Here at Bell Harbor, they have real toilet paper, the showers are free, separate, hot, and sparkling. For the first time in my entire life, I took a shower in a place with a gauge that shows the water temperature. There's a video screen with tourist information at the head of the dock. Obviously this isn't to cater to the average joe; and indeed, our tiny little boats are dwarfed by some of the mega-yachts in here right now.

But what I was thinking was, if they introduced such amenities at Shilshole, they would quickly be abused or defiled. The toilet paper would cost them an arm and a leg to keep up. Free unlimited showers would mean someone forgetting to turn off the spigot and similarly costing them a lot of money. Some kid would break the video screen. And it would take an army to keep it all clean and shiny.

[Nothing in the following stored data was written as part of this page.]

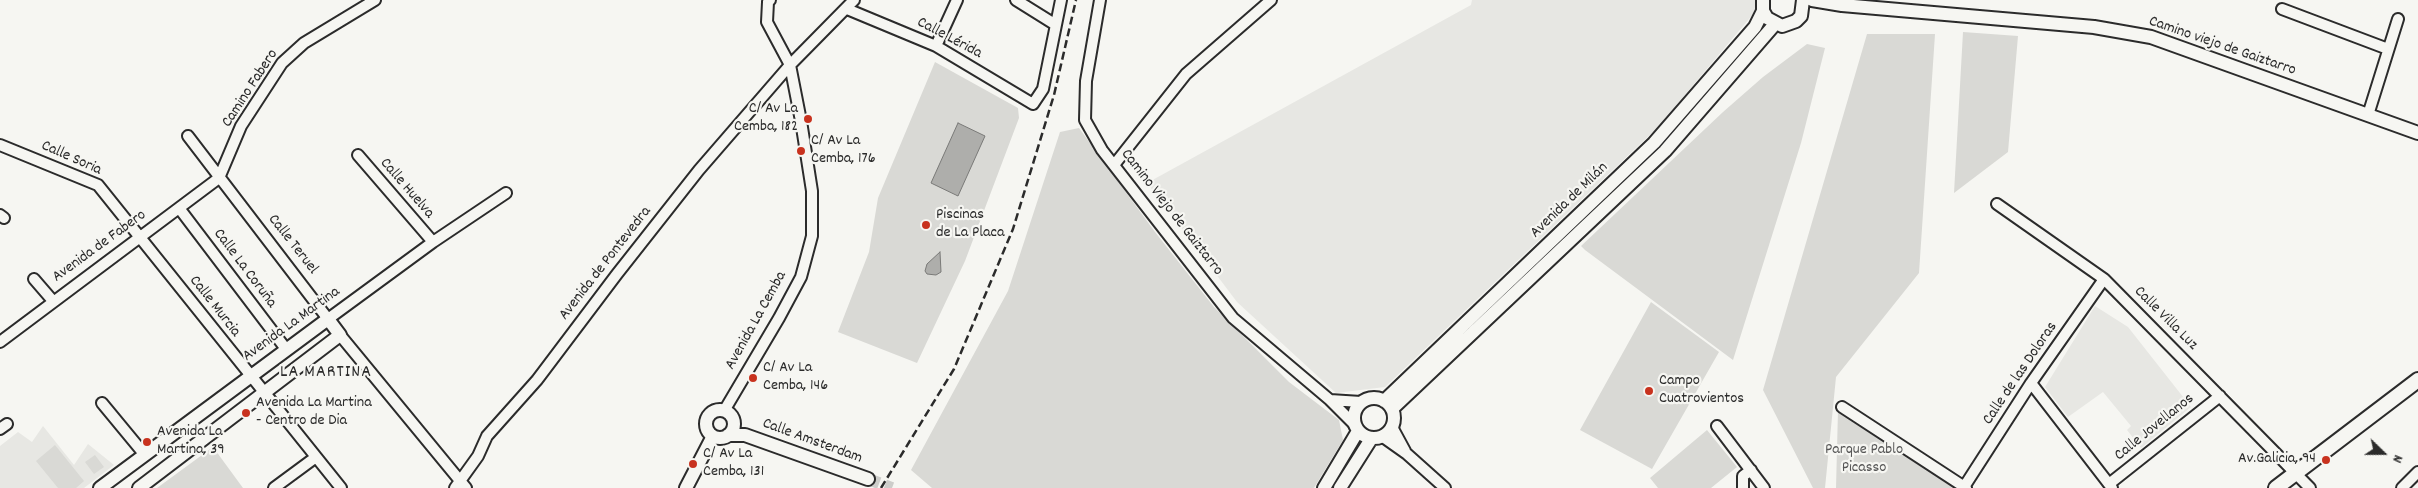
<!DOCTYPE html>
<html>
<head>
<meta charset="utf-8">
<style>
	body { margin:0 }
	#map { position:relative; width:2418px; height:488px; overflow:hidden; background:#f6f6f2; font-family:Dekko,sans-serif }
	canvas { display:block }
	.north { position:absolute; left:2358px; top:428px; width:50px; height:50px; -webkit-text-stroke:4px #f6f6f2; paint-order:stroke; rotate:112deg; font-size:14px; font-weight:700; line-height:20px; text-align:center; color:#2b2b2b }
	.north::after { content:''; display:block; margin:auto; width:18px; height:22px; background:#2b2b2b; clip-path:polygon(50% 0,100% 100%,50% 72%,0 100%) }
</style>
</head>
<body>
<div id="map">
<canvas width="2418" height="488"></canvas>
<div class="north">N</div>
</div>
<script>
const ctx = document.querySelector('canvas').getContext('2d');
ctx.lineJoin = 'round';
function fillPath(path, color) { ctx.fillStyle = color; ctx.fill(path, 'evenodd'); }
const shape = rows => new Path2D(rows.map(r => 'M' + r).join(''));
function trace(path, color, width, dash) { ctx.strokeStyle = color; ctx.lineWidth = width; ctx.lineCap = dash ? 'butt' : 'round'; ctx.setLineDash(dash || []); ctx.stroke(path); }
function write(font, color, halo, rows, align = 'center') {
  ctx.font = font + ' Dekko,sans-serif'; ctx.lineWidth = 4.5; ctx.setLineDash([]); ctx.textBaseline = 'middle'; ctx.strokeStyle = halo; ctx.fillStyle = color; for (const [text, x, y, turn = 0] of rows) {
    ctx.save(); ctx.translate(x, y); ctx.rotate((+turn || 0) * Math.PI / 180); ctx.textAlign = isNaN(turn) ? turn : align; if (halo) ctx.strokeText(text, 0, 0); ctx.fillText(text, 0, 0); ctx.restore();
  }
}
fillPath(shape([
	[1472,0,1765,0,1657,128,1385,387,1336,393,1237,302,1147,183,1471,5],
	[2095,306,2128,327,2191,407,2141,448,2127,430,2131,426,2103,392,2068,417,2045,387],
	[43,426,74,465,88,444,114,465,84,488,0,488,0,446,18,432,32,442]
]), '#e7e7e3');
fillPath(shape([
	[1963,32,2018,36,2008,152,1954,193],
	[1867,34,1935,34,1919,273,1836,377,1825,488,1813,488,1763,390],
	[1807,44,1825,48,1801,143,1733,360,1585,250,1581,246,1723,112,1763,77],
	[935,62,1018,108,1019,118,965,261,917,363,838,332,869,252,878,198],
	[1079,128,1155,232,1214,307,1289,382,1339,420,1343,440,1314,488,932,488,911,470,1008,291,1060,132],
	[1651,302,1719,352,1652,469,1580,430],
	[1838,410,1955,488,1836,488],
	[1707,430,1737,467,1711,488,1658,488,1650,478],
	[55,445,84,481,76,488,58,488,36,461],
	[213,447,243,488,157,488],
	[95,455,104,467,94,474,85,462]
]), '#d9d9d5');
const water = shape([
	[958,123,985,136,958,196,931,183,958,123],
	[940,252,941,272,936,275,927,274,925,271,927,264,940,252]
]);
fillPath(water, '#aeaeab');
trace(water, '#7a7a78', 1);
trace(shape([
	[868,479,892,488]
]), '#cdcdca', 12, [12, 6]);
const minor = shape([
	[1016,0,1056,25],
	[1100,0,1086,81,1085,120,1102,150,1233,318,1330,400,1354,424],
	[847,9,936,46,1033,104,1043,89,1061,0],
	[2282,9,2388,49],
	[936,46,957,0],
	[2368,115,2398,19],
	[188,136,328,319,433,242,506,193],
	[0,145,98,185,341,488],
	[358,155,433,242],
	[1114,165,1186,74,1271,0],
	[1997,204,2104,279,2310,488],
	[179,208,286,349],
	[0,215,4,218],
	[34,279,53,301],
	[340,335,466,488],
	[0,342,219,178,241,126,282,63,304,43,375,0],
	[2031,383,2112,488],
	[1330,400,1361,402],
	[102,403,145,455],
	[1842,407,1966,488],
	[724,411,779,318,801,277,812,236,812,191,801,121,790,65,767,22,768,2,770,0],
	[1717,426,1764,488],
	[1392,427,1405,451],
	[0,429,7,424],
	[1383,437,1407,454,1445,488],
	[2109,484,2220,396],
	[1964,487,2031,383,2104,279],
	[274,488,316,457],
	[455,488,478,456,487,436,537,380,617,274,699,170,790,65,854,0],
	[1743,488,1743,476,1751,470],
	[2402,488,2418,472]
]);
const tertiary = shape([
	[1763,0,1763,11,1767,18,1782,26,1796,21,1801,16,1803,0],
	[1812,0,1842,5,2094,27,2151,37,2418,133],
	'1354 418a20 20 0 1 1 40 0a20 20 0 1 1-40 0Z',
	[1384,401,1654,143,1755,27,1763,11],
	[1392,409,1665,151,1775,24],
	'706 424a14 14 0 1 1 28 0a14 14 0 1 1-28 0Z',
	[728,435,745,435,868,479],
	[100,488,328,319,340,335,139,488],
	[686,488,713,436],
	[1324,488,1358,431],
	[1340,488,1371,439]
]);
const secondary = shape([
	[2276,488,2418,380]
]);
trace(minor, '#2b2b2b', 14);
trace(tertiary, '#2b2b2b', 16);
trace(secondary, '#2b2b2b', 18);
trace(minor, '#f6f6f2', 10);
trace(tertiary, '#f6f6f2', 12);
trace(secondary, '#f6f6f2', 14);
trace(shape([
	[881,488,954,369,1013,229,1054,95,1076,0]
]), '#2b2b2b', 2.5, [8, 4]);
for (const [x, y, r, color] of [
	[808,119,5,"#c8321e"],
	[801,151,5,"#c8321e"],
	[926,225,5,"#c8321e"],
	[753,378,5,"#c8321e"],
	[1649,391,5,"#c8321e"],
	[246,413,5,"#c8321e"],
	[147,442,5,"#c8321e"],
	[2326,460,5,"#c8321e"],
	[693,464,5,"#c8321e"]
]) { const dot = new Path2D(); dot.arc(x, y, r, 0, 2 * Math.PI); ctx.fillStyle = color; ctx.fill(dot); trace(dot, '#f6f6f2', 2); }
write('16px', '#2b2b2b', '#f6f6f2', [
	["Calle Lérida",949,39,28],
	["Camino viejo de Gaiztarro",2222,47,19],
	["Camino Fabero",251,89,-57],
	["Calle Soria",71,159,24],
	["Calle Huelva",406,189,49],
	["Avenida de Milán",1570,201,-44],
	["Camino Viejo de Gaiztarro",1171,213,52],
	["Calle Teruel",292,245,52],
	["Avenida de Fabero",100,247,-36],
	["Avenida de Pontevedra",606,264,-52],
	["Calle La Coruña",244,269,53],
	["Calle Murcia",214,307,52],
	["Calle Villa Luz",2165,319,45],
	["Avenida La Cemba",757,321,-61],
	["Avenida La Martina",292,325,-36],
	["Calle de las Doloras",2021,374,-56],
	["Calle Jovellanos",2155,428,-39],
	["Calle Amsterdam",812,442,20]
]);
write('16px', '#2b2b2b', '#f6f6f2', [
	["C/ Av La",798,110,"right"],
	["Cemba, 182",798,128,"right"],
	["C/ Av La",811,142],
	["Cemba, 176",811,160],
	["Piscinas",936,216],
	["de La Placa",936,234],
	["C/ Av La",763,369],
	["Cemba, 146",763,387],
	["Campo",1659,382],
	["Cuatrovientos",1659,400],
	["Avenida La Martina",256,404],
	["- Centro de Dia",256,422],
	["Avenida La",157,433],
	["Martina, 39",157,451],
	["C/ Av La",703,455],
	["Cemba, 131",703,473],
	["Av.Galicia, 94",2316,460,"right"]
], 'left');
write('16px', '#565656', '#f6f6f2', [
	["Parque Pablo",1864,451],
	["Picasso",1864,469]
]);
ctx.letterSpacing = '1px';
write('18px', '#2b2b2b', '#f6f6f2', [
	["LA MARTINA",326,374]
]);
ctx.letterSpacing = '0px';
</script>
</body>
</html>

That's not because us 99 percenters up at Shilshole are willfully abusive; it's just what happens when a lot of people are using pretty nice things. They just don't get kept up as much as is needed. If you wanted to have such nice stuff, it would become cost-prohibitive... it couldn't be done, even with all the wealth of the one percent. There are just too many of us, and not enough stuff to go around.

There is definitely a problem with the distribution of wealth in this country, but I don't think that spreading it around more evenly is necessarily going to raise our standards of living all that much. What the solution is, I don't know. I am not sure OWS does, either.